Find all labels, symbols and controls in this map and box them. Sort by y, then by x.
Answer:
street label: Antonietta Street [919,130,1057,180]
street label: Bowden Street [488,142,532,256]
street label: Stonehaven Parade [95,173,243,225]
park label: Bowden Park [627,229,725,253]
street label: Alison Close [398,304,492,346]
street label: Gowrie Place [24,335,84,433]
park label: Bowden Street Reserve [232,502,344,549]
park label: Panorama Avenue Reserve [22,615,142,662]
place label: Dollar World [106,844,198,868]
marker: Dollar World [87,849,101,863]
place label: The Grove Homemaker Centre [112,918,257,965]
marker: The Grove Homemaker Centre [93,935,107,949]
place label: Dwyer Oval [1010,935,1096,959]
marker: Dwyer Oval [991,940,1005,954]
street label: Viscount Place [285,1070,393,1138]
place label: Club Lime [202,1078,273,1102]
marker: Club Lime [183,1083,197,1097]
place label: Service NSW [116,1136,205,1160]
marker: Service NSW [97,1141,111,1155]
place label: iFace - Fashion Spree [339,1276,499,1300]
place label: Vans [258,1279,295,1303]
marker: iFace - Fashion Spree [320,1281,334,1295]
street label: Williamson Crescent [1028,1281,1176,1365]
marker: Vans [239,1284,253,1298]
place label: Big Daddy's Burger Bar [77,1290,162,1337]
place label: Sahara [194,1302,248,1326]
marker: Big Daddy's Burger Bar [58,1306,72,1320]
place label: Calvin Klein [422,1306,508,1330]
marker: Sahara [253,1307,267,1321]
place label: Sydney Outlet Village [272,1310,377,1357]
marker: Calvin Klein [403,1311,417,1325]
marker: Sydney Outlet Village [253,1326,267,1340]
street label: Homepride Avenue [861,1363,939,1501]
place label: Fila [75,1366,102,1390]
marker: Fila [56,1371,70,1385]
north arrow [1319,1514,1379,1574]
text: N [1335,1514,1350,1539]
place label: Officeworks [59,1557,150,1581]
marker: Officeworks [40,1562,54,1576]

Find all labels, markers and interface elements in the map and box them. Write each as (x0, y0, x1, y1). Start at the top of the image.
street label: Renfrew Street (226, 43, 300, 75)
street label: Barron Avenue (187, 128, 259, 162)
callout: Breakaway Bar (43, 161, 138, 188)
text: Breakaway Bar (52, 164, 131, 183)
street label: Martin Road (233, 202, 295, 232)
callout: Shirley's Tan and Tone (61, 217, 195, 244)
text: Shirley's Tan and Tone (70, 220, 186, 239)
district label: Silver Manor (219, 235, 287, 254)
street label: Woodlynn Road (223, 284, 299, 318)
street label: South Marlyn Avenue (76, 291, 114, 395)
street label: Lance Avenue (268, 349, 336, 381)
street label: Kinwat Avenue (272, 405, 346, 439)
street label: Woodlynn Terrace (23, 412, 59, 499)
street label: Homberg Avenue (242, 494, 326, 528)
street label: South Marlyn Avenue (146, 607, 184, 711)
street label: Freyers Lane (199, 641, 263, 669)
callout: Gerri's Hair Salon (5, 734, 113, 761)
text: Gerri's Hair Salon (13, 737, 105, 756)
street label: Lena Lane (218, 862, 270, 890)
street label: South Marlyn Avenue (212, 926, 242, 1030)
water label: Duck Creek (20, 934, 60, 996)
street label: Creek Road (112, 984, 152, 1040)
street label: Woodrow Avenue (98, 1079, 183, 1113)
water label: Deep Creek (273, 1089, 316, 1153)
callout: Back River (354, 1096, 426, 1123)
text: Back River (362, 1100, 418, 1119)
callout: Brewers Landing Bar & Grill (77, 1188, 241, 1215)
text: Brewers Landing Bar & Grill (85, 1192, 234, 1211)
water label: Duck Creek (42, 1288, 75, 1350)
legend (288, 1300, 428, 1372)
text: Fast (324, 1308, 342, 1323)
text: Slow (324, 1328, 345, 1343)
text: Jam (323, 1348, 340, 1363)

• _To do_
Repeat each line above exactly as written.

• _Result of the task_
Find all labels, symbols and controls in this map and box them. Sort by y, then by x.
Answer:
street label: Antonietta Street [919,130,1057,180]
street label: Bowden Street [488,142,532,256]
street label: Stonehaven Parade [95,173,243,225]
park label: Bowden Park [627,229,725,253]
street label: Alison Close [398,304,492,346]
street label: Gowrie Place [24,335,84,433]
park label: Bowden Street Reserve [232,502,344,549]
park label: Panorama Avenue Reserve [22,615,142,662]
place label: Dollar World [106,844,198,868]
marker: Dollar World [87,849,101,863]
place label: The Grove Homemaker Centre [112,918,257,965]
marker: The Grove Homemaker Centre [93,935,107,949]
place label: Dwyer Oval [1010,935,1096,959]
marker: Dwyer Oval [991,940,1005,954]
street label: Viscount Place [285,1070,393,1138]
place label: Club Lime [202,1078,273,1102]
marker: Club Lime [183,1083,197,1097]
place label: Service NSW [116,1136,205,1160]
marker: Service NSW [97,1141,111,1155]
place label: iFace - Fashion Spree [339,1276,499,1300]
place label: Vans [258,1279,295,1303]
marker: iFace - Fashion Spree [320,1281,334,1295]
street label: Williamson Crescent [1028,1281,1176,1365]
marker: Vans [239,1284,253,1298]
place label: Big Daddy's Burger Bar [77,1290,162,1337]
place label: Sahara [194,1302,248,1326]
marker: Big Daddy's Burger Bar [58,1306,72,1320]
place label: Calvin Klein [422,1306,508,1330]
marker: Sahara [253,1307,267,1321]
place label: Sydney Outlet Village [272,1310,377,1357]
marker: Calvin Klein [403,1311,417,1325]
marker: Sydney Outlet Village [253,1326,267,1340]
street label: Homepride Avenue [861,1363,939,1501]
place label: Fila [75,1366,102,1390]
marker: Fila [56,1371,70,1385]
north arrow [1319,1514,1379,1574]
text: N [1335,1514,1350,1539]
place label: Officeworks [59,1557,150,1581]
marker: Officeworks [40,1562,54,1576]

Find all labels, markers and interface elements in the map and box them. Write each as (x0, y0, x1, y1). Start at the top of the image.
street label: Renfrew Street (226, 43, 300, 75)
street label: Barron Avenue (187, 128, 259, 162)
callout: Breakaway Bar (43, 161, 138, 188)
text: Breakaway Bar (52, 164, 131, 183)
street label: Martin Road (233, 202, 295, 232)
callout: Shirley's Tan and Tone (61, 217, 195, 244)
text: Shirley's Tan and Tone (70, 220, 186, 239)
district label: Silver Manor (219, 235, 287, 254)
street label: Woodlynn Road (223, 284, 299, 318)
street label: South Marlyn Avenue (76, 291, 114, 395)
street label: Lance Avenue (268, 349, 336, 381)
street label: Kinwat Avenue (272, 405, 346, 439)
street label: Woodlynn Terrace (23, 412, 59, 499)
street label: Homberg Avenue (242, 494, 326, 528)
street label: South Marlyn Avenue (146, 607, 184, 711)
street label: Freyers Lane (199, 641, 263, 669)
callout: Gerri's Hair Salon (5, 734, 113, 761)
text: Gerri's Hair Salon (13, 737, 105, 756)
street label: Lena Lane (218, 862, 270, 890)
street label: South Marlyn Avenue (212, 926, 242, 1030)
water label: Duck Creek (20, 934, 60, 996)
street label: Creek Road (112, 984, 152, 1040)
street label: Woodrow Avenue (98, 1079, 183, 1113)
water label: Deep Creek (273, 1089, 316, 1153)
callout: Back River (354, 1096, 426, 1123)
text: Back River (362, 1100, 418, 1119)
callout: Brewers Landing Bar & Grill (77, 1188, 241, 1215)
text: Brewers Landing Bar & Grill (85, 1192, 234, 1211)
water label: Duck Creek (42, 1288, 75, 1350)
legend (288, 1300, 428, 1372)
text: Fast (324, 1308, 342, 1323)
text: Slow (324, 1328, 345, 1343)
text: Jam (323, 1348, 340, 1363)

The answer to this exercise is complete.